Everywhere I go though, what I see is that the tax law of those 3,000; 6,000; 12,000 pages, there’s like 30 pages that are the government saying give me your money. And there’s like 5,970 pages saying, here, take some money. Here, be a partner, do those things we want you to do. We will give you those tax incentives.
That’s why this program is about way more money, way less taxes. Understand that if you don’t have to pay those taxes legally. If you don’t have to pay those taxes, what can you do with that money? You can super charge your investing. You’ve got all this extra money. I’ve actually calculated that the government is willing to give you a new house every year if you will do what they want you to do. You can take those taxes you saved, borrow from the bank, and buy another house that you can rent out.
They’re willing to do this for you, only if you get the financial education. That’s what WealthAbility™ is all about. Everything in wealthability.com is about how to make more money in part by paying less taxes legally. There are reasons the rich are rich. People can say, well, the rich are rich because they’re evil. That’s fine, they may be evil and they do actually create the tax laws for themselves. Let’s be honest. The tax laws are created by the rich for the rich. No question.
So, we have a choice. Do we complain about it? Do we so, oh the IRS is a scam? Do we argue with it? Do we say, oh no, we need to be afraid of it because the IRS, they’re evil, they’re just bad, they’re going to come get me. Or, do we embrace it? That’s the choice. That’s the decision you can make. You have to make that decision up front.

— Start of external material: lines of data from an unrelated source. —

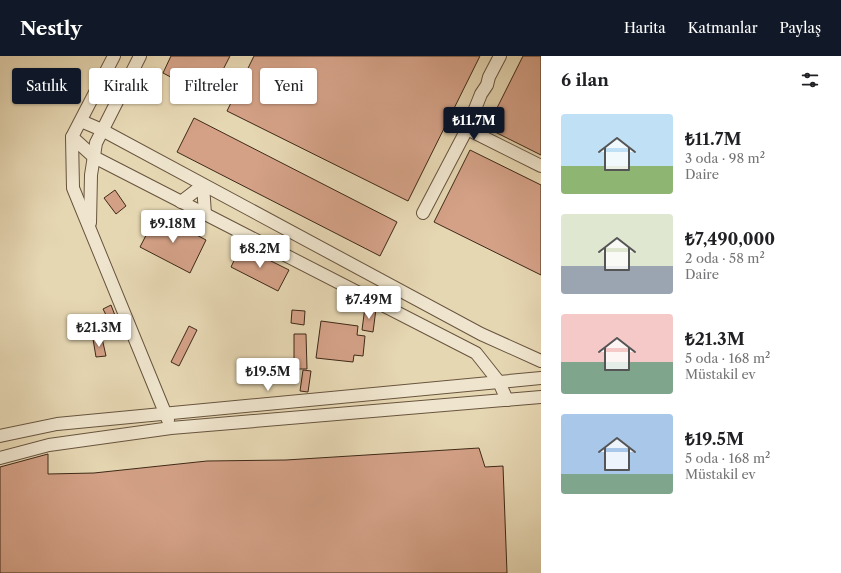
<!DOCTYPE html>
<html lang="tr">
<head>
<meta charset="utf-8">
<style>
	body { margin:0; font-family:"Libre Caslon Text",serif; background:#f2f2f2; color:#202124; height:100vh; display:flex; flex-direction:column; font-size:15px; white-space:nowrap }
	* { box-sizing:border-box; margin:0 }
	p { font-size:13px; color:#757577 }
	.icon { flex:none; width:22px; height:22px; fill:none; stroke:currentColor; stroke-width:2; stroke-linecap:round; stroke-linejoin:round }
	.map { position:relative; flex:1; overflow:hidden }
	.panel { display:flex; flex-direction:column; background:#fff; width:300px }
	.panel>* { flex:none }
	.hud { position:absolute; left:12px; top:12px; width:380px; height:36px; display:flex; gap:8px }
	.price { position:absolute; translate:-50% -34px; padding:0 9px; border-radius:4px; background:#fff; color:#222; font-size:13px; line-height:26px; filter:drop-shadow(0 1px 2px #0008) }
	.price::after { content:''; position:absolute; left:50%; top:24px; width:12px; height:9px; margin-left:-6px; background:inherit; clip-path:polygon(0 0,100% 0,50% 100%) }
	.price.on { background:#111827; color:#fff }
	ul { padding:0; list-style:none }
	li { display:flex; align-items:center; gap:12px; height:100px; padding:0 20px }
	li span { display:grid; place-items:center; flex:none; width:112px; height:80px; border-radius:4px; color:#555 }
	li>.icon { margin-inline-start:auto }
	span .icon { width:48px; height:48px; fill:#fffc; stroke-width:1 }
	li b { font-size:17px }
	h2 { display:flex; justify-content:space-between; align-items:center; height:48px; padding:0 20px; font-size:17px }
	.chip { padding:0 14px; border-radius:4px; background:#fff; box-shadow:0 1px 3px #0004; font-size:14px; line-height:36px }
	.chip.on { background:#111827; color:#fff }
	header { display:flex; align-items:center; gap:24px; box-sizing:border-box; height:56px; padding:0 20px; background:#111827; color:#fff }
	header strong { font-size:19px }
	nav { display:flex; gap:22px; margin-inline-start:auto; font-size:14px }
	main { display:flex; flex:1; min-height:0 }
	.map>svg:first-child { display:block }
	.building { fill:#d4a187; stroke:#3e2917 }
	.lines { fill:none; stroke-linecap:round; stroke-linejoin:round }
	.minor-casing { stroke:#68543e; stroke-width:14 }
	.minor { stroke:#efe5ce; stroke-width:12 }
</style>
</head>
<body>
<header>
<strong>Nestly</strong>
<nav><a>Harita</a><a>Katmanlar</a><a>Paylaş</a></nav>
</header>
<main>
<div class="map">
<svg width="541" height="517" viewBox="0 0 541 517">
	<rect width="100%" height="100%" fill="#e6d7b3"/>
	<filter id="stains"><feTurbulence type="fractalNoise" baseFrequency=".005" numOctaves="4"/><feColorMatrix values="0 0 0 0 .2 0 0 0 0 .09 0 0 0 0 .02 0 0 0 .5 -.17"/></filter>
	<radialGradient id="worn" r=".72"><stop offset=".6" stop-color="#630" stop-opacity="0"/><stop offset="1" stop-color="#630" stop-opacity=".3"/></radialGradient>
	<!-- building -->
	<g class="building">
		<polygon points="171,0 230,0 209,41 163,17"/>
		<polygon points="254,0 480,0 408,145 227,55"/>
		<polygon points="523,0 541,0 541,99 487,72"/>
		<polygon points="194,62 397,166 380,200 177,96"/>
		<polygon points="470,94 541,129 541,219 434,166"/>
		<polygon points="115,134 126,150 116,158 104,142"/>
		<polygon points="157,158 206,184 190,217 140,191"/>
		<polygon points="241,190 289,214 278,235 231,211"/>
		<polygon points="111,249 116,262 109,265 103,253"/>
		<polygon points="365,251 376,253 373,276 362,274"/>
		<polygon points="292,254 305,255 304,269 291,267"/>
		<polygon points="321,265 358,270 357,279 365,280 363,300 354,299 353,306 316,302"/>
		<polygon points="189,270 197,274 179,310 171,306"/>
		<polygon points="294,278 306,278 307,313 294,313"/>
		<polygon points="102,282 106,300 96,301 93,283"/>
		<polygon points="303,314 311,315 308,336 300,335"/>
		<polygon points="479,392 485,411 503,410 507,517 0,517 0,411 48,398 48,418 94,417 207,405 286,404"/>
	</g>
	<g class="lines">
		<defs>
			<g id="minor">
				<polyline points="114,0 72,81 73,132 168,364"/>
				<polyline points="81,65 102,74 481,278 541,305"/>
				<polyline points="467,73 541,110"/>
				<polyline points="72,81 94,101 476,297 499,326 507,344"/>
				<polyline points="181,146 203,129 205,158"/>
				<polyline points="423,157 467,73 481,38 487,29 489,21 500,0"/>
				<polyline points="90,167 91,119 96,87 140,0"/>
				<polyline points="0,380 57,368 541,322"/>
				<polyline points="0,402 49,389 171,372 541,341"/>
			</g>
		</defs>
		<!-- minor casing -->
		<use href="#minor" class="minor-casing"/>
		<!-- minor -->
		<use href="#minor" class="minor"/>
	</g>
	<rect width="100%" height="100%" filter="url(#stains)"/>
	<rect width="100%" height="100%" fill="url(#worn)"/>
</svg>
<b class="price on" style="left:474px;top:85px">₺11.7M</b>
<b class="price" style="left:173px;top:188px">₺9.18M</b>
<b class="price" style="left:260px;top:213px">₺8.2M</b>
<b class="price" style="left:369px;top:264px">₺7.49M</b>
<b class="price" style="left:99px;top:292px">₺21.3M</b>
<b class="price" style="left:268px;top:336px">₺19.5M</b>
<div class="hud">
<a class="chip on">Satılık</a>
<a class="chip">Kiralık</a>
<a class="chip">Filtreler</a>
<a class="chip">Yeni</a>
</div>
</div>
<section class="panel">
<h2>6 ilan<svg class="icon" aria-label="filters" viewBox="0 0 24 24"><path d="M4 7h16M4 17h16"/><circle cx="9" cy="7" r="2"/><circle cx="15" cy="17" r="2"/></svg></h2>
<ul>
<li><span style="background:linear-gradient(#bfe0f5 65%,#8fb573 0)"><svg class="icon" aria-label="home" viewBox="0 0 24 24"><path d="M3 11l9-7 9 7M6 9v11h12V9"/></svg></span><div><b>₺11.7M</b><p>3 oda · 98 m²</p><p>Daire</p></div></li>
<li><span style="background:linear-gradient(#dfe7d0 65%,#9aa5b1 0)"><svg class="icon" aria-label="home" viewBox="0 0 24 24"><path d="M3 11l9-7 9 7M6 9v11h12V9"/></svg></span><div><b>₺7,490,000</b><p>2 oda · 58 m²</p><p>Daire</p></div></li>
<li><span style="background:linear-gradient(#f6c9c9 60%,#7fa58c 0)"><svg class="icon" aria-label="home" viewBox="0 0 24 24"><path d="M3 11l9-7 9 7M6 9v11h12V9"/></svg></span><div><b>₺21.3M</b><p>5 oda · 168 m²</p><p>Müstakil ev</p></div></li>
<li><span style="background:linear-gradient(#a9c7e8 75%,#7fa58c 0)"><svg class="icon" aria-label="home" viewBox="0 0 24 24"><path d="M3 11l9-7 9 7M6 9v11h12V9"/></svg></span><div><b>₺19.5M</b><p>5 oda · 168 m²</p><p>Müstakil ev</p></div></li>
</ul>
</section>
</main>
</body>
</html>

Once you make that decision, that the tax law is my friend, the whole world changes. The whole world changes because now we’re looking at how do I become a better partner with the government? How do I work with the government to create housing, employment, energy? How do I work with the government to … there are adoption credits. The government wants us to adopt children. I think that’s a noble cause. I have an adopted son. I find that to be a very noble cause. That’s very personal to me. So, that the government gives a tax credit for adoption, I think is a wonderful thing.
You’re going, okay, well, that money has to come from somewhere. That’s right. It comes from those people who spend their money. So, all the incentives are paid for by those who really consume. It’s paid for the consumers so that the producers can produce more. Now, if you just want to consume, that’s fine. Pay your taxes. Do your 401(k). No problem. The government is fine with that. They’re happy to take your money.

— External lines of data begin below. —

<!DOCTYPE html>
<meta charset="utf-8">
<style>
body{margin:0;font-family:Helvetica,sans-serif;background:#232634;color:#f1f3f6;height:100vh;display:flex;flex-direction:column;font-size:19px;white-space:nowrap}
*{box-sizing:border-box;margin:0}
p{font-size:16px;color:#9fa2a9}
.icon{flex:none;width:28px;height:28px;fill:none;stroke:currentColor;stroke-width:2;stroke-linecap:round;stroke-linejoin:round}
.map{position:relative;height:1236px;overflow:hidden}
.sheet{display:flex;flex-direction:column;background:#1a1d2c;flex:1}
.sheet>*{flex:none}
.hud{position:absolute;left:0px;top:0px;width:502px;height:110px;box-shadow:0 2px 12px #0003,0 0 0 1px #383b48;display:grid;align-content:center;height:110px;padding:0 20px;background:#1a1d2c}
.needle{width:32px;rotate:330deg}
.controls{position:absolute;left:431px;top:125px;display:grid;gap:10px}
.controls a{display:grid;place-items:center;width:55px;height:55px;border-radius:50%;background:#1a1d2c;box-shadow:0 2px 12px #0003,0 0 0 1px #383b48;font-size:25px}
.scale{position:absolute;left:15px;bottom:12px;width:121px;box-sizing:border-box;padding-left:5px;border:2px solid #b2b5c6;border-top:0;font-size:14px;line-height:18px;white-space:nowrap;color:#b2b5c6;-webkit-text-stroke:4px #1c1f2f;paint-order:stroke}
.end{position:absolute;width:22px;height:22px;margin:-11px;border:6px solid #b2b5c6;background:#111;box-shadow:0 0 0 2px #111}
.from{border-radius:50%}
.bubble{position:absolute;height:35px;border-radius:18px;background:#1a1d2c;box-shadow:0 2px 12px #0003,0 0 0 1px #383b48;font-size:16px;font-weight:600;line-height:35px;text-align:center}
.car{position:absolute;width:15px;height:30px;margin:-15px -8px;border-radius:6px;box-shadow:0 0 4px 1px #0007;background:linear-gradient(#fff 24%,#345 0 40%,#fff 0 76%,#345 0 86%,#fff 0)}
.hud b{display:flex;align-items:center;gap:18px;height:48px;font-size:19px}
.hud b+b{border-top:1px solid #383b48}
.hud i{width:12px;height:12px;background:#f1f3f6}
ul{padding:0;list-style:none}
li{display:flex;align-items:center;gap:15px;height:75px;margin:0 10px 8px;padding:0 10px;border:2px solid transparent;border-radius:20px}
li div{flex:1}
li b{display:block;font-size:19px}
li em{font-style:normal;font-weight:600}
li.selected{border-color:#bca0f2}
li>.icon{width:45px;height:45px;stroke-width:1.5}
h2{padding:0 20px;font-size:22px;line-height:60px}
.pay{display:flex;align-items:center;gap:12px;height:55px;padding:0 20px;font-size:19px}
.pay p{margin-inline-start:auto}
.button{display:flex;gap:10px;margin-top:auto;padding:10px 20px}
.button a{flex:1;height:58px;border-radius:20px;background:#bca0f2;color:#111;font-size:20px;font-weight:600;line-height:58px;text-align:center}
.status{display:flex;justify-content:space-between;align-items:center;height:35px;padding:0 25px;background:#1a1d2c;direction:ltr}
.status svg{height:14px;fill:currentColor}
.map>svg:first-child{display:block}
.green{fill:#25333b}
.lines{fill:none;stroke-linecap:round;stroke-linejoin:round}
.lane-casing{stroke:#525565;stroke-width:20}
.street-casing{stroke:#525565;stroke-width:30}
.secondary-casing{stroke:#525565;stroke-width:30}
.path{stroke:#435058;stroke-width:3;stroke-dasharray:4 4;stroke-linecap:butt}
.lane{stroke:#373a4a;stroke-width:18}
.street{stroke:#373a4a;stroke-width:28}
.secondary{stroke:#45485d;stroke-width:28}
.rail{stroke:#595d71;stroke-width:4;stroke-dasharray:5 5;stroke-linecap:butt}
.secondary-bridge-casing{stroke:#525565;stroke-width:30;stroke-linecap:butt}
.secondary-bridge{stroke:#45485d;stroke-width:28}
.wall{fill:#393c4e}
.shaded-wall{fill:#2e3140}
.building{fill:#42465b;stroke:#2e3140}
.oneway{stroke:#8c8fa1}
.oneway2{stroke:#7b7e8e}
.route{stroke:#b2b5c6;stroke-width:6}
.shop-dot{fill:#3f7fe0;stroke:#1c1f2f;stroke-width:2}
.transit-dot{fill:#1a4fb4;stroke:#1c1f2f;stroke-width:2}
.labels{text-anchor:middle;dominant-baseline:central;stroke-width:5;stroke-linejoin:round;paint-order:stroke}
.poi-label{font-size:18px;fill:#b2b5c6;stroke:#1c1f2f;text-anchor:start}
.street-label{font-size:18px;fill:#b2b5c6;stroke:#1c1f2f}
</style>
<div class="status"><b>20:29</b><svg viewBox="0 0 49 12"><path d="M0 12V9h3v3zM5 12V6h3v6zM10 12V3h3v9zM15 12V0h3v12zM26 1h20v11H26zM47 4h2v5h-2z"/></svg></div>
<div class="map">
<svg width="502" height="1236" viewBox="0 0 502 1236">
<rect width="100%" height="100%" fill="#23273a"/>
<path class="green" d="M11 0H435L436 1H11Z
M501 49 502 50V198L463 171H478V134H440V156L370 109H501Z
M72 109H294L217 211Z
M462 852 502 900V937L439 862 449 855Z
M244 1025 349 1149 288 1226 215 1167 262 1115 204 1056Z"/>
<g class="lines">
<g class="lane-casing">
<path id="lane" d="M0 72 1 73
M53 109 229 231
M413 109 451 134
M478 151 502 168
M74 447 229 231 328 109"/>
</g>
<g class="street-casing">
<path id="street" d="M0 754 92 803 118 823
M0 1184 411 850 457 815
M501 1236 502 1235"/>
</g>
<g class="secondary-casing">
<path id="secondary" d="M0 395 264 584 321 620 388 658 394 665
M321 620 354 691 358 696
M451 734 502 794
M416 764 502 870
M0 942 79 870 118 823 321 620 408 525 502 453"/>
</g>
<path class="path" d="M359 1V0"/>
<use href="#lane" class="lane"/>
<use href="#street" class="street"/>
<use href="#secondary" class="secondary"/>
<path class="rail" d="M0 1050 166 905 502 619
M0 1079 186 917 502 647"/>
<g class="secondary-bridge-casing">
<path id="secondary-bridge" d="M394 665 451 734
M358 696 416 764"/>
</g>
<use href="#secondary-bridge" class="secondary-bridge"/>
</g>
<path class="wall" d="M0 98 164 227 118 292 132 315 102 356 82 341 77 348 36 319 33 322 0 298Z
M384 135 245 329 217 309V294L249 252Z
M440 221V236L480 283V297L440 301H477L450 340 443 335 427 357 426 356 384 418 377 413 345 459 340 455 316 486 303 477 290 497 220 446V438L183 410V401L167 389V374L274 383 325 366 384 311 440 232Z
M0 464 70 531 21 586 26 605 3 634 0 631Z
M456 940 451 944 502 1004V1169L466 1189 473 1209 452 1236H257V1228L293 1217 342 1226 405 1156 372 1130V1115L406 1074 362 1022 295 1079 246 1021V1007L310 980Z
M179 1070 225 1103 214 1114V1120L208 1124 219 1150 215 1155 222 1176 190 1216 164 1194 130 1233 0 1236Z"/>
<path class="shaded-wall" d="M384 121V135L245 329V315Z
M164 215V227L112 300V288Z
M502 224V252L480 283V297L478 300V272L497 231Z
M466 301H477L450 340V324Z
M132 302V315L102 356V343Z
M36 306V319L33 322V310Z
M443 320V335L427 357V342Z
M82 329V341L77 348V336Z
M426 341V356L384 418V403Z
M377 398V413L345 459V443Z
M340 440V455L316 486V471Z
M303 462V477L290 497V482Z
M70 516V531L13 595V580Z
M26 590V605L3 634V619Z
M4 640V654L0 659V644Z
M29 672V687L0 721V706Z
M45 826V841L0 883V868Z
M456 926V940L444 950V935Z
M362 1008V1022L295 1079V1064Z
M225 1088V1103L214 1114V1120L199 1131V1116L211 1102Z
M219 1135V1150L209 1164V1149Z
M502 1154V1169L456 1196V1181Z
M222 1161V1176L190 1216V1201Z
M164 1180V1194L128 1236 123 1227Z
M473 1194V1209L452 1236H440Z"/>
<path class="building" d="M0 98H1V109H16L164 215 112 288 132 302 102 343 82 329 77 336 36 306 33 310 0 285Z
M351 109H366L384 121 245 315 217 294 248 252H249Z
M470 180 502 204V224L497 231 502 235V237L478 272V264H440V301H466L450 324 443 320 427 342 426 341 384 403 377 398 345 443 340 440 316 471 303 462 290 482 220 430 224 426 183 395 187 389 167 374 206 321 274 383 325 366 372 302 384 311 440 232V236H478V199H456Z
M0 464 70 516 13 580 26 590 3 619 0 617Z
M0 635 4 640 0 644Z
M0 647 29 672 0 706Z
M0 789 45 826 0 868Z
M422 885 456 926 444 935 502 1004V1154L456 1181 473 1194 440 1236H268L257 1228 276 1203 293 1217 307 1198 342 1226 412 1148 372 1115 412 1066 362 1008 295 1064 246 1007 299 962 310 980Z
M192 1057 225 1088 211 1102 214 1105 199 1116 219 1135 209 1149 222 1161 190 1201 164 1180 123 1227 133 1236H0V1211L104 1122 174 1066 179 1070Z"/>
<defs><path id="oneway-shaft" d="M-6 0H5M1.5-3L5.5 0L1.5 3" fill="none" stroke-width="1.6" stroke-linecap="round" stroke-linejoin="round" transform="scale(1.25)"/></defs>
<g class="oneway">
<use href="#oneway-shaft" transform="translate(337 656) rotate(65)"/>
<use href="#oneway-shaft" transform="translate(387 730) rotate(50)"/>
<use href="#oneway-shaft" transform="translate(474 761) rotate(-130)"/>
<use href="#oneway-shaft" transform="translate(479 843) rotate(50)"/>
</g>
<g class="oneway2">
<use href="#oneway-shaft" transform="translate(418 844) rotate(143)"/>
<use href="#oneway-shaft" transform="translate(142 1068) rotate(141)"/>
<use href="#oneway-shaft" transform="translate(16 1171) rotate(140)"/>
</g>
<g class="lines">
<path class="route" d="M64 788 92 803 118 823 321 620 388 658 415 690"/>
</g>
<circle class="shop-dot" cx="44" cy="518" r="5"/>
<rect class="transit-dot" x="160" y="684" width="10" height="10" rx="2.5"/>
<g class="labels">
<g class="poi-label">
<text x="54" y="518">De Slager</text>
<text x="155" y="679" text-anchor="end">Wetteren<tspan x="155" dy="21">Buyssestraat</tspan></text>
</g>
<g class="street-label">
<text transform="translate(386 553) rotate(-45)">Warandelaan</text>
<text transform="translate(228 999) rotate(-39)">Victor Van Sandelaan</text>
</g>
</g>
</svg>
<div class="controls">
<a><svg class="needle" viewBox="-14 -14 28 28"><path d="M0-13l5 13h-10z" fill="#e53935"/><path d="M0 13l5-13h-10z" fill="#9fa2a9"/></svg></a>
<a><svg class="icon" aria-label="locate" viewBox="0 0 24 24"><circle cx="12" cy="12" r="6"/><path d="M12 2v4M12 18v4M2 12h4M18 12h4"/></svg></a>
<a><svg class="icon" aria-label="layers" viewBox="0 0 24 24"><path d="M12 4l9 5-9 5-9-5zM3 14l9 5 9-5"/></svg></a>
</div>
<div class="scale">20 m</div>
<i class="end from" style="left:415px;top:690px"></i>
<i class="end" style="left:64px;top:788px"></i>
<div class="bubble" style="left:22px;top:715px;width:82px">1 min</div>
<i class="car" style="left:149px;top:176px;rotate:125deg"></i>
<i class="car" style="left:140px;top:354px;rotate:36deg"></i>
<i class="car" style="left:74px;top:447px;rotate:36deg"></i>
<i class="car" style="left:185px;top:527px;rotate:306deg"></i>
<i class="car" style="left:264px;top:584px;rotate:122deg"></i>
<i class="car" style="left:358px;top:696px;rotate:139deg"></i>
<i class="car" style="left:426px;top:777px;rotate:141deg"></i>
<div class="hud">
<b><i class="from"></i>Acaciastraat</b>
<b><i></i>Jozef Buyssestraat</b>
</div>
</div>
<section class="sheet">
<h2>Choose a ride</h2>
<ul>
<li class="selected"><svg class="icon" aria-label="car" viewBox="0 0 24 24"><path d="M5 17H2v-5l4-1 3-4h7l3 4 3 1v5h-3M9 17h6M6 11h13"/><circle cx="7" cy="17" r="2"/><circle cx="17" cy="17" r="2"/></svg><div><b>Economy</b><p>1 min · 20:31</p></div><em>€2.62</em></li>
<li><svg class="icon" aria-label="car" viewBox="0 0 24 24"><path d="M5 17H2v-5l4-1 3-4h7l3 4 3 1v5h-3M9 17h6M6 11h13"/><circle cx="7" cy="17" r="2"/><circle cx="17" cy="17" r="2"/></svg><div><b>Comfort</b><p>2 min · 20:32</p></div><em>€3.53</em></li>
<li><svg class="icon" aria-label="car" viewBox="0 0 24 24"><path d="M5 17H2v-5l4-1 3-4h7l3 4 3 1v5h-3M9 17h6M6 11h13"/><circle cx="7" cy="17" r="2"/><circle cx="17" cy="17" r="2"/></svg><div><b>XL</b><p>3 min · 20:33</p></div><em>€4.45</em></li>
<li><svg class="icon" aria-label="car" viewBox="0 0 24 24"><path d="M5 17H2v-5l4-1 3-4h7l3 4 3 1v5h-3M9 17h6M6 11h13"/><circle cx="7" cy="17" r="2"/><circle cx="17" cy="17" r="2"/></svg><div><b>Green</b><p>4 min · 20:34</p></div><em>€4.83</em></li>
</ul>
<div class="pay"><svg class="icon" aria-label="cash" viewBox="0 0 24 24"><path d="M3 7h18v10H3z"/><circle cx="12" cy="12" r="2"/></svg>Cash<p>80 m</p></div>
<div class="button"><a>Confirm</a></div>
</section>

On the other hand, if you’re willing to do some things that are actually productive, really productive the way the government wants you to be productive. There’s a lot of things to be productive at that the government doesn’t care, but there are a lot of things like charitable donations, charitable causes, creating employment, creating housing, creating energy, creating research and development, there’s a lot of things the government does want you to do, and when you do it, just remember it’s your ability to create your wealth. You can make way more money when you pay way less taxes.